La mobilisation à Tahiti.
L’automobile en Indochine.

Langage elliptique.

— On sait que, pour converser avec les noirs dont ils ne connaissent pas les nombreux langages, les Européens se sont, dès le début des relations, et se servent encore d’une sorte de sabir qu’on a longtemps appelé le « petit nègre ». On arrive quelquefois en utilisant ce petit nègre à des cocasseries curieuses, et même quelquefois à de véritables rébus qu’il faut résoudre. L’explorateur Binger, qui avait une rare aptitude à saisir les langues indigènes, se souvenait de quelques-unes de ces « conversations » et aimait à les raconter souvent ; dans les mots, elles bravaient l’honnêteté, mais ce n’est pas de celles-là qu’il s’agit ici. Il en est une qu’il m’a souvent répétée et que je retrouve dans ses « Carnets de route ».

« Parmi mes serviteurs. Moussa Goro, très dévoué, mais le plus simple d’esprit de tous, avait des façons personnelles de comprendre son service. Il était plein de bonne volonté et très débrouillard pour tout ce qui concernait le tralala habituel des étapes. Son intelligence était moins éveillée, quand il s’agissait de se plier à un service européen. Il lui fallut près d’un mois pour apprendre à remonter la bride de mon mulet. Il était tracassé par le mors et le filet. Cela le dépassait. Il y mettait un temps à faire perdre patience à l’être le plus résigné. Un beau jour, je trouvai mon harnachement en parfait état. Je lui en fis compliment, mais son camarade Mahmadou Sissé me dit : « Ma lieutenante, toi y en a content pour Moussa, lui connaît maintenant manière bon pour karafé (le mors). Lui faire sou (cheval) pour gagner manière bon. »

La première phrase est facilement compréhensible, la deuxième également mais la troisième est vraiment elliptique. Il faut traduire : lui faire cheval veut dire lui remplacer le cheval, pour savoir mettre convenablement le harnachement. Mais « faire cheval » qu’est-ce à dire ? Explication donnée par Mahmadou : Moussa, pour monter le harnachement, mettait le mors et le filet dans sa propre bouche et se faisait attacher les brides par un camarade. Ce n’était pas si bête.

G. F.

La mobilisation à Tahiti.

— Les émissions radiophoniques, malheureusement trop souvent d’origine étrangère, avaient suffisamment averti les populations de la colonie de la gravité des événements qui se déroulaient en Europe pour que l’annonce de la mobilisation ait été une surprise.

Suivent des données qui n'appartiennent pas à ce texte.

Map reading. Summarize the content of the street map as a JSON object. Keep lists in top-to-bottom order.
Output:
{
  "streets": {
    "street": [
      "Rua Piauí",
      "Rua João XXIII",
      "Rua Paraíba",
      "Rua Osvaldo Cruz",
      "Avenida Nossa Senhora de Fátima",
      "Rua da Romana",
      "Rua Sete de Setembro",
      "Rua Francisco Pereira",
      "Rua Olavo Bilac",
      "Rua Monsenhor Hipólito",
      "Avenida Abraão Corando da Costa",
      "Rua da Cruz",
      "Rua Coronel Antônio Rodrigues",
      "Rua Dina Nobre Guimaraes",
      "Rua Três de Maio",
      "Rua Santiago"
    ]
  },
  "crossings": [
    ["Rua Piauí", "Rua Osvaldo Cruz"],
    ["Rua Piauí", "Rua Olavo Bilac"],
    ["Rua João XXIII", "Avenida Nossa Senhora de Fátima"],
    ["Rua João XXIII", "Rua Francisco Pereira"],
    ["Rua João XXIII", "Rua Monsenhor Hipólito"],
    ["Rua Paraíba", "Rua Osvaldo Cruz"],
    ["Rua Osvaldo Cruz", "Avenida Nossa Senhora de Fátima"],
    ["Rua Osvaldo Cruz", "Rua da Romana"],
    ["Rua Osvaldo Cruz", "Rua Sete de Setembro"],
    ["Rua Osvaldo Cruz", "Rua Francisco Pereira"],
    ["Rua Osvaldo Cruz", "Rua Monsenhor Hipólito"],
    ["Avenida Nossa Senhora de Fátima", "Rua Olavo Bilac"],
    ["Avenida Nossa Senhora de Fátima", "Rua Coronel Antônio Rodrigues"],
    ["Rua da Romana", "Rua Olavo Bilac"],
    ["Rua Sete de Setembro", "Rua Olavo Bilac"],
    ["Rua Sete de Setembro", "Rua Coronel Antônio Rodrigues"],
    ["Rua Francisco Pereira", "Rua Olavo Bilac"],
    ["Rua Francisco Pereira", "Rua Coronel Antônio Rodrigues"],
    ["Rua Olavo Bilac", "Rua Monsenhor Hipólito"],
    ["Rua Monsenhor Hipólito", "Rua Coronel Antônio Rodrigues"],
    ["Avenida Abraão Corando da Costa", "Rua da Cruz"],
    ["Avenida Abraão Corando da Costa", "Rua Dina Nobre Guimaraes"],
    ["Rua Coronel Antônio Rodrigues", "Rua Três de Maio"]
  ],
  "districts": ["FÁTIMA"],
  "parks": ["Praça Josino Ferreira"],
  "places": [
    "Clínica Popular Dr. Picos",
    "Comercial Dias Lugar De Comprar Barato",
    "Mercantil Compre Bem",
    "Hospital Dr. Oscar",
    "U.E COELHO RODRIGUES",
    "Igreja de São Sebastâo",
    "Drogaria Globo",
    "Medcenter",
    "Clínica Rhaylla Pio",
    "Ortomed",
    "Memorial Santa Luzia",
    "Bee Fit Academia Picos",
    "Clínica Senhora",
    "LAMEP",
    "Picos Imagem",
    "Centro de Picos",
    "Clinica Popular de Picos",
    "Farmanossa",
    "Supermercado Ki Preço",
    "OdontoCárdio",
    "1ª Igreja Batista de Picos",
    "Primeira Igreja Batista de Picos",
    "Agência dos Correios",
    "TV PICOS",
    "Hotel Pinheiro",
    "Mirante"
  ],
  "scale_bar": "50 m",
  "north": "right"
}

Dans un calme parfait et avec une sereine résolution, les réservistes ont répondu à l’appel. Beaucoup de chefs ont conduit eux-mêmes jusqu’à la caserne les jeunes gens de leur district.

Toutes les mesures militaires et économiques découlant de l’état de guerre ont été acceptées sans aucune difficulté.

Des marques réconfortantes de loyalisme venant même des îles lointaines, ainsi que des neutres étrangers installés dans la colonie, sont survenues au gouverneur. Des demandes d’engagements et des offres de service lui ont été adressées de tous côtés.

Loin de la France menacée, elles ont permis de mesurer l’attachement des Maoris à cette patrie pour laquelle, lors de la dernière guerre, près de trois cents des leurs ont donné leur vie, et à laquelle ils ne manquent jamais une occasion d’exprimer leur affection et leur vénération.

L’automobile en Indochine.

— L’usage des véhicules automobiles se répand de plus en plus dans notre belle colonie d’Asie. Cela correspond à son prodigieux développement.

D’après les dernières statistiques, le nombre de véhicules automobiles neufs et d’occasion, immatriculés en Indochine, est, pour les neuf premiers mois de l’année 1939, de 1.801, alors que les immatriculations pour l’année 1938 complète s’élevaient à 1.388, d’où une augmentation de plus de 400 véhicules jusqu’en septembre 1939.

Les voitures neuves entrent dans le compte pour plus de 1.200 immatriculées dans les neuf premiers mois de 1939, contre à peine 1.000 dans toute l’année 1938. À part 180 de provenances diverses, tous les autres véhicules sont de fabrication française.

Beau succès pour notre industrie. Bel essor de notre colonie.